(REQUIRED WORK) All of the entries are to be printed exactly as they appear.

(SUPPLIED ENTRIES)
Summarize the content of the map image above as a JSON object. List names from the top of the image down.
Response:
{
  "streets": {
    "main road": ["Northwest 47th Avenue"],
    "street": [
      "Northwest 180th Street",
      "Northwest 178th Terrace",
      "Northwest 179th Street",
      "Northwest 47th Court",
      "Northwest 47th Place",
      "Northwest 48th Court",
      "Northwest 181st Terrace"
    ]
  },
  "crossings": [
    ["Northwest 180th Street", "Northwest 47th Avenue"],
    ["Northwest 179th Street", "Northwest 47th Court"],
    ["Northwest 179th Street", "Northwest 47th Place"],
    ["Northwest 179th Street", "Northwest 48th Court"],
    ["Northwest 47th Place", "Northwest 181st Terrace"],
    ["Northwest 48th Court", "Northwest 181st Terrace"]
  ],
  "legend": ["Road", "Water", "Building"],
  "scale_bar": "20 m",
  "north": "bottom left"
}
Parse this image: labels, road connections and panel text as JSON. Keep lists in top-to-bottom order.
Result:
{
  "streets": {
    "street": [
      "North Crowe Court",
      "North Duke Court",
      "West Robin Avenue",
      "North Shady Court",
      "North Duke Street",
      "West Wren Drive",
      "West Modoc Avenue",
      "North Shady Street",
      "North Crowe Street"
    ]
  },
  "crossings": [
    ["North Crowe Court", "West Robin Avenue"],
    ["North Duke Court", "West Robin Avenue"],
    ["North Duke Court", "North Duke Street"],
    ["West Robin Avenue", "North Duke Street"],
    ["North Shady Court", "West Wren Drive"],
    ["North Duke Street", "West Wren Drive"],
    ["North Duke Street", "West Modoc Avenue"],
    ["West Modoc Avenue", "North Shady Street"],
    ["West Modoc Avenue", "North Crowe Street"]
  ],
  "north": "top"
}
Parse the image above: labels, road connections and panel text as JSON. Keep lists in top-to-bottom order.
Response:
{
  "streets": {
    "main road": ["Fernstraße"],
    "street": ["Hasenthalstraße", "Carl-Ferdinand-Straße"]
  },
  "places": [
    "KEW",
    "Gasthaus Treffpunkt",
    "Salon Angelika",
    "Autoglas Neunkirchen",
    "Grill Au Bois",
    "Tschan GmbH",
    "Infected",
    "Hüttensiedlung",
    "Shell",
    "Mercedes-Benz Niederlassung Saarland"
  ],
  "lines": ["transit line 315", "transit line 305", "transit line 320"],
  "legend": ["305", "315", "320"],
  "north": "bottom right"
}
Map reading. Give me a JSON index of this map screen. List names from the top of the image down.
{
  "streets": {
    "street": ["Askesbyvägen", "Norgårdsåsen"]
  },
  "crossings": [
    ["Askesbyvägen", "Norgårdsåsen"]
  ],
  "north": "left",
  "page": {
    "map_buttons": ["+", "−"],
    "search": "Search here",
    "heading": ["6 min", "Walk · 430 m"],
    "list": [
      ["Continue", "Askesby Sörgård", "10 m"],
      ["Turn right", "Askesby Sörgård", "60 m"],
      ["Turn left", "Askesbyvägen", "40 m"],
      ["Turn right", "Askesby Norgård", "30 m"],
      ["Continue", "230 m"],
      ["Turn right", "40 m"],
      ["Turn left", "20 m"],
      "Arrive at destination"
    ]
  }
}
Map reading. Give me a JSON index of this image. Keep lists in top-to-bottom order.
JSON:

(SOLUTION TO THE EXERCISE)
Summarize the content of the map image above as a JSON object. List names from the top of the image down.
Response:
{
  "streets": {
    "main road": ["Northwest 47th Avenue"],
    "street": [
      "Northwest 180th Street",
      "Northwest 178th Terrace",
      "Northwest 179th Street",
      "Northwest 47th Court",
      "Northwest 47th Place",
      "Northwest 48th Court",
      "Northwest 181st Terrace"
    ]
  },
  "crossings": [
    ["Northwest 180th Street", "Northwest 47th Avenue"],
    ["Northwest 179th Street", "Northwest 47th Court"],
    ["Northwest 179th Street", "Northwest 47th Place"],
    ["Northwest 179th Street", "Northwest 48th Court"],
    ["Northwest 47th Place", "Northwest 181st Terrace"],
    ["Northwest 48th Court", "Northwest 181st Terrace"]
  ],
  "legend": ["Road", "Water", "Building"],
  "scale_bar": "20 m",
  "north": "bottom left"
}
Parse this image: labels, road connections and panel text as JSON. Keep lists in top-to-bottom order.
Result:
{
  "streets": {
    "street": [
      "North Crowe Court",
      "North Duke Court",
      "West Robin Avenue",
      "North Shady Court",
      "North Duke Street",
      "West Wren Drive",
      "West Modoc Avenue",
      "North Shady Street",
      "North Crowe Street"
    ]
  },
  "crossings": [
    ["North Crowe Court", "West Robin Avenue"],
    ["North Duke Court", "West Robin Avenue"],
    ["North Duke Court", "North Duke Street"],
    ["West Robin Avenue", "North Duke Street"],
    ["North Shady Court", "West Wren Drive"],
    ["North Duke Street", "West Wren Drive"],
    ["North Duke Street", "West Modoc Avenue"],
    ["West Modoc Avenue", "North Shady Street"],
    ["West Modoc Avenue", "North Crowe Street"]
  ],
  "north": "top"
}
Parse the image above: labels, road connections and panel text as JSON. Keep lists in top-to-bottom order.
Response:
{
  "streets": {
    "main road": ["Fernstraße"],
    "street": ["Hasenthalstraße", "Carl-Ferdinand-Straße"]
  },
  "places": [
    "KEW",
    "Gasthaus Treffpunkt",
    "Salon Angelika",
    "Autoglas Neunkirchen",
    "Grill Au Bois",
    "Tschan GmbH",
    "Infected",
    "Hüttensiedlung",
    "Shell",
    "Mercedes-Benz Niederlassung Saarland"
  ],
  "lines": ["transit line 315", "transit line 305", "transit line 320"],
  "legend": ["305", "315", "320"],
  "north": "bottom right"
}
Map reading. Give me a JSON index of this map screen. List names from the top of the image down.
{
  "streets": {
    "street": ["Askesbyvägen", "Norgårdsåsen"]
  },
  "crossings": [
    ["Askesbyvägen", "Norgårdsåsen"]
  ],
  "north": "left",
  "page": {
    "map_buttons": ["+", "−"],
    "search": "Search here",
    "heading": ["6 min", "Walk · 430 m"],
    "list": [
      ["Continue", "Askesby Sörgård", "10 m"],
      ["Turn right", "Askesby Sörgård", "60 m"],
      ["Turn left", "Askesbyvägen", "40 m"],
      ["Turn right", "Askesby Norgård", "30 m"],
      ["Continue", "230 m"],
      ["Turn right", "40 m"],
      ["Turn left", "20 m"],
      "Arrive at destination"
    ]
  }
}
Map reading. Give me a JSON index of this image. Keep lists in top-to-bottom order.
JSON:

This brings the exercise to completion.